Wood Ear Mushroom Cold Salad

Woodear mushroom (Auricularia auricula-judae), is a type of mushroom, native to Asia. Also known as jelly ear mushrooms, kikurage, and tree ear fungus, the wood ear mushroom is named for the ear-like folds and vein texture on its fruiting body. It grows broadly throughout North America and is an excellent fungus for beginner foragers as its fairly easy to identify.

Wood ear mushrooms have been cultivated in China since 600 A.D. They have gained popularity around the world, but are still a prized ingredient in China, Japan and Thailand.
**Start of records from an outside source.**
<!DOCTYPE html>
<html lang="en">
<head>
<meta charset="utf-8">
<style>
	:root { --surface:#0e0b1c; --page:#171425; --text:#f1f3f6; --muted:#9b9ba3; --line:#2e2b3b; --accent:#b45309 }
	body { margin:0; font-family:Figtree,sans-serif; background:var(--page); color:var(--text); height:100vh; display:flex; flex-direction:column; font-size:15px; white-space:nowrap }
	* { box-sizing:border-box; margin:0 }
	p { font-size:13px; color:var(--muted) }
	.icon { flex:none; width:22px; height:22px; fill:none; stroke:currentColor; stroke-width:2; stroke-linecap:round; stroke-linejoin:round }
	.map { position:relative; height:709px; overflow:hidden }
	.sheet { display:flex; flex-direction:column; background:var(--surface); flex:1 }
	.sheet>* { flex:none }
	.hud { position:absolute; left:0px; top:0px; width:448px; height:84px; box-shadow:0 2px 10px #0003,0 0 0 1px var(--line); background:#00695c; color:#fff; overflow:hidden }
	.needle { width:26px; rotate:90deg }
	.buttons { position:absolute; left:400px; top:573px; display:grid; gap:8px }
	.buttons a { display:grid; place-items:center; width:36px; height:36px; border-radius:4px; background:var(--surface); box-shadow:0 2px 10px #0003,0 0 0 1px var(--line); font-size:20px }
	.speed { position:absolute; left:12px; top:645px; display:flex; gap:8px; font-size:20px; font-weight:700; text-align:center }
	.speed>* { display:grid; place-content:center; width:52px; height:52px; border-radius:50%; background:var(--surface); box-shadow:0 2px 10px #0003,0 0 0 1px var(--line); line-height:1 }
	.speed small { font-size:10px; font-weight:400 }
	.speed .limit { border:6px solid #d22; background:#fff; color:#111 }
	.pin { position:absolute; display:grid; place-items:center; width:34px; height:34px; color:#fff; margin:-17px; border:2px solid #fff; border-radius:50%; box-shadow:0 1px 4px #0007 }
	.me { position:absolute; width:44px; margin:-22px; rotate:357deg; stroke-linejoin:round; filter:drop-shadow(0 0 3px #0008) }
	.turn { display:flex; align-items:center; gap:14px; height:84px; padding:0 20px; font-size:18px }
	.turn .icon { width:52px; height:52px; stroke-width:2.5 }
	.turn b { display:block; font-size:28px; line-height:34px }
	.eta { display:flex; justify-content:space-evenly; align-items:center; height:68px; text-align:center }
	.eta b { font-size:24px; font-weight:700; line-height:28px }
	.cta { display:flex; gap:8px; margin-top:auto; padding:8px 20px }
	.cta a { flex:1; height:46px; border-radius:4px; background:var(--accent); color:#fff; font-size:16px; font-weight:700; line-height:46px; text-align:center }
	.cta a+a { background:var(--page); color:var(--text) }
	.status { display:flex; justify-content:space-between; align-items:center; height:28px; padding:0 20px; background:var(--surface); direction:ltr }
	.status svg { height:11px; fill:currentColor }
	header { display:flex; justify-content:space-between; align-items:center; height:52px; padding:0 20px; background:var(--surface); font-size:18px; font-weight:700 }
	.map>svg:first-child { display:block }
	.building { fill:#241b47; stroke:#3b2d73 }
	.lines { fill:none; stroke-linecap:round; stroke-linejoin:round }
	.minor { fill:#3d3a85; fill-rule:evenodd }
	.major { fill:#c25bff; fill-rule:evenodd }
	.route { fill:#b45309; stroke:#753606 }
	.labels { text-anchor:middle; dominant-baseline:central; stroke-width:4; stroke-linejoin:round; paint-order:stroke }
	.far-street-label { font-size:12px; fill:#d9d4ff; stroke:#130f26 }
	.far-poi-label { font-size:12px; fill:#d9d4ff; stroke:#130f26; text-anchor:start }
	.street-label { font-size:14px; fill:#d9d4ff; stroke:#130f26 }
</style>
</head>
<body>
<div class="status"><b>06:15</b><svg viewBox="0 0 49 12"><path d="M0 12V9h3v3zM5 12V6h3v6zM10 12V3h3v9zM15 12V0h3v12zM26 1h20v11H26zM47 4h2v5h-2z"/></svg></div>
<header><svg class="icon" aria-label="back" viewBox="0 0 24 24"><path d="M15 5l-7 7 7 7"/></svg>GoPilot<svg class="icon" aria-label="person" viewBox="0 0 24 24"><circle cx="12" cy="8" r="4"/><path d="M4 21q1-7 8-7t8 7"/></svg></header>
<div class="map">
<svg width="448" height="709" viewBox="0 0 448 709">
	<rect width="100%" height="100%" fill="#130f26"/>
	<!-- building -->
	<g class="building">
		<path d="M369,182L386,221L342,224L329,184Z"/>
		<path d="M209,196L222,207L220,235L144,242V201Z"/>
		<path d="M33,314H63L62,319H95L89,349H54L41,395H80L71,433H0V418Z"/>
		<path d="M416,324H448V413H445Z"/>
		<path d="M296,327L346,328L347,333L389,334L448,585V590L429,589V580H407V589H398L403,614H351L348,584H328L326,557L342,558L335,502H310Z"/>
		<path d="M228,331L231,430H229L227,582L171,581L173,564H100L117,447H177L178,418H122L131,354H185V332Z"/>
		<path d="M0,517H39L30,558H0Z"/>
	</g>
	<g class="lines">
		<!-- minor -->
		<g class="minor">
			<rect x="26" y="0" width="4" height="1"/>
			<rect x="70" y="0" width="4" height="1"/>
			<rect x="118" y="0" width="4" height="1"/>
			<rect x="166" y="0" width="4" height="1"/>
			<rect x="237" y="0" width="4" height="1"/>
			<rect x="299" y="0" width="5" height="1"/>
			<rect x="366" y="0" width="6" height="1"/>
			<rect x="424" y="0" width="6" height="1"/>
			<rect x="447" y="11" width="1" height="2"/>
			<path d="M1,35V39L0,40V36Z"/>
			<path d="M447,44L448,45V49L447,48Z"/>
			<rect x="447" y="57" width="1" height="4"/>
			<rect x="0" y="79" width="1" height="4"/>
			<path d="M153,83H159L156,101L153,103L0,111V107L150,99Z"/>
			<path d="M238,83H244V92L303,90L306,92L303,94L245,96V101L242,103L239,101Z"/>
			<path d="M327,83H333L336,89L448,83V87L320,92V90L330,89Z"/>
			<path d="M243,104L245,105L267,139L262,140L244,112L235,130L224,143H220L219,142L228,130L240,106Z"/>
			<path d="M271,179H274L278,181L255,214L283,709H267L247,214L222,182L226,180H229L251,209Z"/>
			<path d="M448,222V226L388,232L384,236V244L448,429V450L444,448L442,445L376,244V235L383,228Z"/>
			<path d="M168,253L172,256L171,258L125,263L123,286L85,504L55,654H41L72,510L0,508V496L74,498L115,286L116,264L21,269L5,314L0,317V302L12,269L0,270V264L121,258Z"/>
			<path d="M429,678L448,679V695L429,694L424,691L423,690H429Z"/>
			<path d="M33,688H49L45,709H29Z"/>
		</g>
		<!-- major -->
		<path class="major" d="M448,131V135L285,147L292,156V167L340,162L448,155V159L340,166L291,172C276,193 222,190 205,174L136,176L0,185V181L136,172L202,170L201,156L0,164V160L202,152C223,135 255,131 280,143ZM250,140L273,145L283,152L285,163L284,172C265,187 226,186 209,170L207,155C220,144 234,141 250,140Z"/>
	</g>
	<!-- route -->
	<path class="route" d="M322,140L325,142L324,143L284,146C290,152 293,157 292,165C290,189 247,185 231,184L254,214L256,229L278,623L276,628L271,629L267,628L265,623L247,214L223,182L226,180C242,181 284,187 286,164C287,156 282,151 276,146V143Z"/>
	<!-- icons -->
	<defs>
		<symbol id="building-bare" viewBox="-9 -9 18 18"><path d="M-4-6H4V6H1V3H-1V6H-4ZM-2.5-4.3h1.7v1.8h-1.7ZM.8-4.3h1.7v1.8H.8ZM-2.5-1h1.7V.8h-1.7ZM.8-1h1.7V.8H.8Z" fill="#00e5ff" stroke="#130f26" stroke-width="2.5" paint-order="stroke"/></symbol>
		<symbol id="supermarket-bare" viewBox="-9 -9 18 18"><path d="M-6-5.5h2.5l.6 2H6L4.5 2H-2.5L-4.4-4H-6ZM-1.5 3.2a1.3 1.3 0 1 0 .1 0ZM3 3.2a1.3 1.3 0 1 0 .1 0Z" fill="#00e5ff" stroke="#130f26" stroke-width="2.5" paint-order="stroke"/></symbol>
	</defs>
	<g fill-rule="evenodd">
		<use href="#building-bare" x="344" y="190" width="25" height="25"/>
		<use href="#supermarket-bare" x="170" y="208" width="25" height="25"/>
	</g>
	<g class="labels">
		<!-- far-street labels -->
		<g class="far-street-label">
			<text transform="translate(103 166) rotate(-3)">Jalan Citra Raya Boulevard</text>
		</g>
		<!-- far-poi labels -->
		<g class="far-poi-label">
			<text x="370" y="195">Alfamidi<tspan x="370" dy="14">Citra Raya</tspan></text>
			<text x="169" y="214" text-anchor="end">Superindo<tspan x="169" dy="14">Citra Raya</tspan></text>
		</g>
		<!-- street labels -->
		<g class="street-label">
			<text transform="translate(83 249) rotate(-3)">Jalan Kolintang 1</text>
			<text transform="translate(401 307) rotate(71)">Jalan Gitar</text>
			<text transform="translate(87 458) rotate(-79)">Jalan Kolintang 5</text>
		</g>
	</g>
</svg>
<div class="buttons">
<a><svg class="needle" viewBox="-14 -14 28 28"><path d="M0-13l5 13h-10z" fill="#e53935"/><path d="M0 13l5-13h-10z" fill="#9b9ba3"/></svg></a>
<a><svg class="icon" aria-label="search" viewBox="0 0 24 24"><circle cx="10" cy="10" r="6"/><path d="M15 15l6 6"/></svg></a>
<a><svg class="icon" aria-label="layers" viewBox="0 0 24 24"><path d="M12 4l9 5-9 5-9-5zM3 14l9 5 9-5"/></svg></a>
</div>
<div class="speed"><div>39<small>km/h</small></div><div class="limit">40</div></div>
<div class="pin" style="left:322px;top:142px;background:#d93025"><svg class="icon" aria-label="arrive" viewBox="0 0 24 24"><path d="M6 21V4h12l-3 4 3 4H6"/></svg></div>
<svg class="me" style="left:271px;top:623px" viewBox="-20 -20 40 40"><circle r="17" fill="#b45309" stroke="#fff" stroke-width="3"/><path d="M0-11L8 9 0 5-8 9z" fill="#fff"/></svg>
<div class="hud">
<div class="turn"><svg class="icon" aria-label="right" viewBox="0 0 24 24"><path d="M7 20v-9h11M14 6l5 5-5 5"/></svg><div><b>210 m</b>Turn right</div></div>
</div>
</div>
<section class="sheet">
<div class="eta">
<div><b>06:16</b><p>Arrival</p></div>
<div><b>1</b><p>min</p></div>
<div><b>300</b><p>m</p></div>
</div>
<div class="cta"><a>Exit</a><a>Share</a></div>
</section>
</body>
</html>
Wild wood ear can be picked off tree branches, while farmed wood ear mushrooms can be cultivated on various plant-based structures, from sawdust to straw. You can obtain them fresh from the wild (with proper identification of course) or purchase them in dried form from any Asian supermarket or health food store.

Reasons to eat wood ear
Wood ear mushrooms are known for being low in fat and calories, but rich in protein and other nutrients. A wood ear mushroom is a particularly good source of the B vitamins. One hundred grams of wood ear mushroom has:
~7 percent of your daily value (DV) for vitamin B1 (thiamin)
~16 percent of your DV for vitamin B2 (riboflavin)
~40 percent of your DV for vitamin B5
~6 percent of your DV for vitamin B6
~5 percent of your DV for vitamin B9 (folate)

They also have medicinal benefits!
Gut Health: Wood Ear Mushrooms are rich in pre-biotic fibres in the form of beta glucans. These are indigestible fibres that promote the growth of good bacteria (probiotics), in the microbiome. Prebiotic foods are immensely supportive to digestive health, improve metabolic health and can help to boost the immune system.
Powerfully Antioxidant: The Wood Ear Mushroom is exceptionally antioxidant rich. Its antioxidant activity has been found to be beneficial in preventing the development of degenerative disorders such as Alzheimer’s and dementia.Additionally, a 2019 study that was published in the “Journal of Food Science and Technology” found that boiling the mushrooms can further enhance their antioxidant activity.
Digestive health: Wood Ear Mushrooms are rich in pre-biotic fibres in the form of beta glucans. These are indigestible fibres that promote the growth of good bacteria (probiotics), in the microbiome. Prebiotic foods are immensely supportive to digestive health, improve metabolic health and can help to boost the immune system.
Immune boosting: β-glucan exopolysaccharides obtained from Wood Ear Mushrooms have immunostimulatory properties. They enhance the activity of phagocytes – immune cells that protect the body by ingesting harmful foreign particles, bacteria, and dead or dying cells. Furthermore, a 2015 study published in the “International Journal of Medicinal Mushrooms” found that the Wood Ear Mushroom was effective at blocking the growth of Escherichia coli and Staphylococcus aureus, two types of bacteria that can cause serious infections in humans.
All good reasons to eat right? Now let’s get to the recipe!

Wood Ear Salad
Ingredients
~4 cups fresh or rehydratedwood ears (trimmed and washed)
~3 cloves garlic (finely chopped)
~1-2 fresh red chili peppers (deseeded and chopped, optional) You can also substitute red pepper for a less spicy salad
~1½ tablespoons Chinese black vinegar
~2 tablespoons soy sauce
~1 teaspoon sugar
~2 tablespoons sesame oil (I add one extra teaspoon of spicy sesame oil)
~1 tablespoon finely chopped scallions (and/or cilantro)
Instructions
In a medium-sized pot, cook the woodears in boiling water for 3-4 minutes. Drain and rinse under cold running water to cool them completely. Set aside and let any excess water drain off. You can also use a salad spinner to remove excess water.
In a large bowl, mix together the garlic, peppers, vinegar, light soy sauce, sugar, and sesame oil until the sugar dissolves.
Next, add the wood ears and mix well. Cover and let marinate in the refrigerator for at least 1 hour. Make sure to stir and mixture again before serving, as the sauce tends to settle to the bottom.
Plate and garnish with the chopped scallion and/or cilantro!

Safety Considerations
There are no known side effects to eating wood ear mushrooms, however wrongly identifying and consuming a toxic mushroom could be fatal. If you are foraging in the wild for your wood ears, make sure you are 100% positive of identification before consuming. If you feel unsafe about harvesting your own, check out your local Asian supermarket. They usually carry fresh and dried woodear mushrooms! View our disclaimer here.

Final thought
This is a delicious recipe that pairs well with grilling dishes. I have taken this as a salad side dish to lots of events and it’s always a hit! Wood ear mushrooms are crunchy with a delicate flavor that adds texture to soups, eggs, stir-fry, salads, dumplings, moo shu pork, etc. It also makes a great conversational dish!
There are many good reasons to start enjoying wood ear mushrooms when you can!